To be fair, the 2014 valuations have been so extensively and enthusiastically trailered to us by the city's newspaper that it was no wonder that on the day they finally arrived, we went and had a look.
I got in before the rush and was able to get a valuation out before the whole show came crashing down.
"Darling," I called out from the office. "We're property millionaires."
Actually, that much had been obvious for a year or two. But it was still a weird sensation reading that the not-exactly-level and somewhat unkempt 632 square metres of dirt on which our ex-state house sits nearly doubled in value to $800,000 in the past three years. The house itself hasn't fared so well with the valuers -- the "value of improvements" on the land has actually fallen $30,000 to $230,000 -- which happens to be not much more than we borrowed from the bank four years ago to refurbish and extend the place so our boys could finally have their own bedrooms.
The ideal Auckland property investment strategy seems to be living in a shoebox and trying not to mess up the expensive dirt underneath it.

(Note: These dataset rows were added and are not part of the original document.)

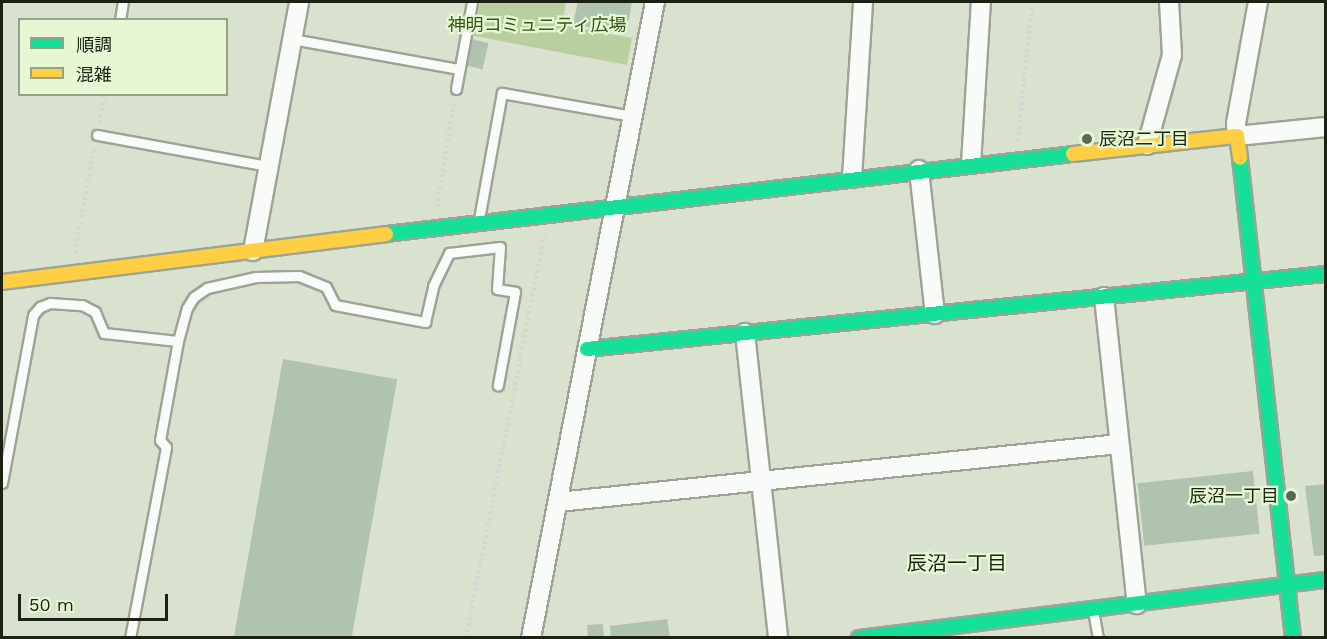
<!DOCTYPE html>
<meta charset="utf-8">
<style>
body{margin:0}
#map{position:relative;width:1327px;height:639px;overflow:hidden;background:#d8e2ce;font-family:"Work Sans","Noto Sans JP",sans-serif}
div>[style]{position:absolute}
.green>*{inset:0;background:#b9cfa0}
.building>*{inset:0;background:#afc3ae;transform-origin:0 0}
.path>*{height:4px;margin-top:-2px;transform-origin:0;background:repeating-linear-gradient(90deg,#d4d6d1 0 3px,transparent 0 6px)}
.roads{filter:drop-shadow(2px 0 #9da495) drop-shadow(-2px 0 #9da495) drop-shadow(0 2px #9da495) drop-shadow(0 -2px #9da495)}
.lane>*{height:9px;margin:-4.5px;padding:0 4.5px;transform-origin:4.5px;border-radius:4.5px;background:#f9fbf8}
.street>*{height:18px;margin:-9px;padding:0 9px;transform-origin:9px;border-radius:9px;background:#f9fbf8}
.fast>*{height:14px;margin:-7px;padding:0 7px;transform-origin:7px;border-radius:7px;background:#16e098}
.slow>*{height:14px;margin:-7px;padding:0 7px;transform-origin:7px;border-radius:7px;background:#ffcf43}
.dots>*{width:16px;height:16px;translate:-50% -50%;box-sizing:border-box;border:3px solid #e5f8d3;border-radius:50%}
span{translate:-50% -50%;white-space:nowrap;text-align:center;line-height:1.15;-webkit-text-stroke:4.5px #e5f8d3;paint-order:stroke}
.park-label{font-size:18px;color:#3b5515}
.poi-label{font-size:18px;color:#1b2214}
.left{translate:0 -50%;text-align:left}
.right{translate:-100% -50%;text-align:right}
.neighbourhood-label{font-size:20px;color:#1b2214}
.frame{position:absolute;inset:0;border:3px solid #1b2214;pointer-events:none}
.legend{position:absolute;left:18px;top:18px;width:210px;height:78px;box-sizing:border-box;background:#e5f8d3;border:2px solid #94a287;margin:0;padding:8px 10px;list-style:none;font-size:18px;color:#1b2214}
.legend li{display:flex;align-items:center;gap:12px;height:30px}
.legend b{width:30px;border:2px solid #94a287}
.scale{position:absolute;left:18px;top:594px;width:150px;height:27px;box-sizing:border-box;border:3px solid #1b2214;border-top:0;padding-left:8px;font-size:18px;line-height:21px;white-space:nowrap;color:#1b2214;-webkit-text-stroke:4px #e5f8d3;paint-order:stroke}
</style>
<div id="map">
<div class="green">
<div style="clip-path:polygon(480px 2px,566px 2px,562px 25px,632px 38px,627px 65px,474px 36px)"></div>
</div>
<div class="building">
<div style="clip-path:polygon(578px 2px,632px 2px,626px 34px,573px 24px)"></div>
<div style="left:471px;top:39px;width:18px;height:27px;rotate:13deg"></div>
<div style="left:283px;top:359px;width:116px;height:284px;rotate:10deg"></div>
<div style="left:1253px;top:471px;width:63px;height:116px;rotate:84deg"></div>
<div style="clip-path:polygon(1326px 484px,1326px 555px,1314px 556px,1305px 486px)"></div>
<div style="clip-path:polygon(667px 619px,670px 638px,611px 638px,610px 626px)"></div>
<div style="left:603px;top:624px;width:14px;height:16px;rotate:86deg"></div>
</div>
<div class="path">
<div style="left:99px;top:123px;width:29px;rotate:-80deg"></div>
<div style="left:1018px;top:141px;width:140px;rotate:-84.2deg"></div>
<div style="left:437px;top:207px;width:106px;rotate:-80.8deg"></div>
<div style="left:75px;top:253px;width:107px;rotate:-79.7deg"></div>
<div style="left:466px;top:638px;width:410px;rotate:-79deg"></div>
</div>
<div class="roads">
<div class="lane">
<div style="left:120px;top:20px;width:18px;rotate:-81deg"></div>
<div style="left:292px;top:39px;width:170px;rotate:10.2deg"></div>
<div style="left:456px;top:89px;width:88px;rotate:-79.6deg"></div>
<div style="left:97px;top:135px;width:174px;rotate:10.3deg"></div>
<div style="left:479px;top:219px;width:128px;rotate:-79.7deg"></div>
<div style="left:502px;top:93px;width:132px;rotate:10deg"></div>
<div style="left:2px;top:483px;width:171px;rotate:-79.5deg"></div>
<div style="left:33px;top:315px;width:11px;rotate:-49deg"></div>
<div style="left:40px;top:307px;width:11px;rotate:-22deg"></div>
<div style="left:50px;top:303px;width:32px;rotate:4deg"></div>
<div style="left:82px;top:305px;width:15px;rotate:28deg"></div>
<div style="left:95px;top:312px;width:23px;rotate:67deg"></div>
<div style="left:104px;top:333px;width:74px;rotate:6.2deg"></div>
<div style="left:1093px;top:610px;width:28px;rotate:80deg"></div>
<div style="left:130px;top:638px;width:194px;rotate:-79.3deg"></div>
<div style="left:166px;top:447px;width:9px;rotate:-131deg"></div>
<div style="left:160px;top:440px;width:101px;rotate:-79.7deg"></div>
<div style="left:178px;top:341px;width:34px;rotate:-75deg"></div>
<div style="left:187px;top:308px;width:13px;rotate:-58deg"></div>
<div style="left:194px;top:297px;width:16px;rotate:-35deg"></div>
<div style="left:207px;top:288px;width:50px;rotate:-12.7deg"></div>
<div style="left:256px;top:277px;width:43px;rotate:-1.3deg"></div>
<div style="left:299px;top:276px;width:29px;rotate:22deg"></div>
<div style="left:326px;top:287px;width:20px;rotate:63deg"></div>
<div style="left:335px;top:305px;width:92px;rotate:10.7deg"></div>
<div style="left:425px;top:322px;width:37px;rotate:-77deg"></div>
<div style="left:433px;top:286px;width:37px;rotate:-64deg"></div>
<div style="left:449px;top:253px;width:51px;rotate:-6.7deg"></div>
<div style="left:500px;top:247px;width:42px;rotate:94.1deg"></div>
<div style="left:497px;top:289px;width:18px;rotate:9deg"></div>
<div style="left:515px;top:292px;width:95px;rotate:100.4deg"></div>
</div>
<div class="street">
<div style="left:1258px;top:2px;width:123px;rotate:100.3deg"></div>
<div style="left:1236px;top:123px;width:13px;rotate:86deg"></div>
<div style="left:1237px;top:136px;width:89px;rotate:-5.8deg"></div>
<div style="left:1147px;top:145px;width:93px;rotate:-74.5deg"></div>
<div style="left:1172px;top:55px;width:53px;rotate:-93.2deg"></div>
<div style="left:971px;top:164px;width:162px;rotate:-86.5deg"></div>
<div style="left:919px;top:170px;width:145px;rotate:83.7deg"></div>
<div style="left:852px;top:178px;width:176px;rotate:-86.4deg"></div>
<div style="left:253px;top:251px;width:253px;rotate:-79.5deg"></div>
<div style="left:1104px;top:297px;width:309px;rotate:83.9deg"></div>
<div style="left:745px;top:333px;width:307px;rotate:83.8deg"></div>
<div style="left:558px;top:502px;width:564px;rotate:-5.9deg"></div>
<div style="left:531px;top:638px;width:648px;rotate:-78.97deg"></div>
</div>
<div class="fast">
<div style="left:1240px;top:158px;width:483px;rotate:83.7deg"></div>
<div style="left:386px;top:234px;width:692px;rotate:-6.64deg"></div>
<div style="left:587px;top:349px;width:743px;rotate:-5.8deg"></div>
<div style="left:859px;top:638px;width:471px;rotate:-7.1deg"></div>
</div>
<div class="slow">
<div style="left:1073px;top:154px;width:165px;rotate:-6.3deg"></div>
<div style="left:1237px;top:136px;width:22px;rotate:82deg"></div>
<div style="left:2px;top:282px;width:387px;rotate:-7.1deg"></div>
</div>
</div>
<div class="dots">
<div style="left:1087px;top:139px;background:#5d6555"></div>
<div style="left:1291px;top:496px;background:#5d6555"></div>
</div>
<div class="park-label">
<span style="left:537px;top:25px">神明コミュニティ広場</span>
</div>
<div class="poi-label">
<span class="left" style="left:1099px;top:139px">辰沼二丁目</span>
<span class="right" style="left:1279px;top:496px">辰沼一丁目</span>
</div>
<div class="neighbourhood-label">
<span style="left:957px;top:563px">辰沼一丁目</span>
</div>
<div class="frame"></div>
<ul class="legend">
<li><b style="height:8px;background:#16e098"></b>順調</li>
<li><b style="height:8px;background:#ffcf43"></b>混雑</li>
</ul>
<div class="scale">50 m</div>
</div>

Overall, our cv has risen 39% in three years, meaning our rates will rise again next year, by about 5%. This is plainly nuts, and it's not even what the place would fetch on the market if we sold up, which we have no intention of doing. If the government directs Housing NZ to to flog off the five remaining state properties in the street, I guess our little cul de sac will go full millionaire alley. The days of the tinny house on the corner and the guy making homebake heroin over the road will seem a long, long way away by that point.
We've been living here since 1998 and we love the Chev, but if we were that young family again, we'd have no show of buying a house here. I don't really see how we'd be in with a shot within a 15 or 20km radius. This can't go on, surely.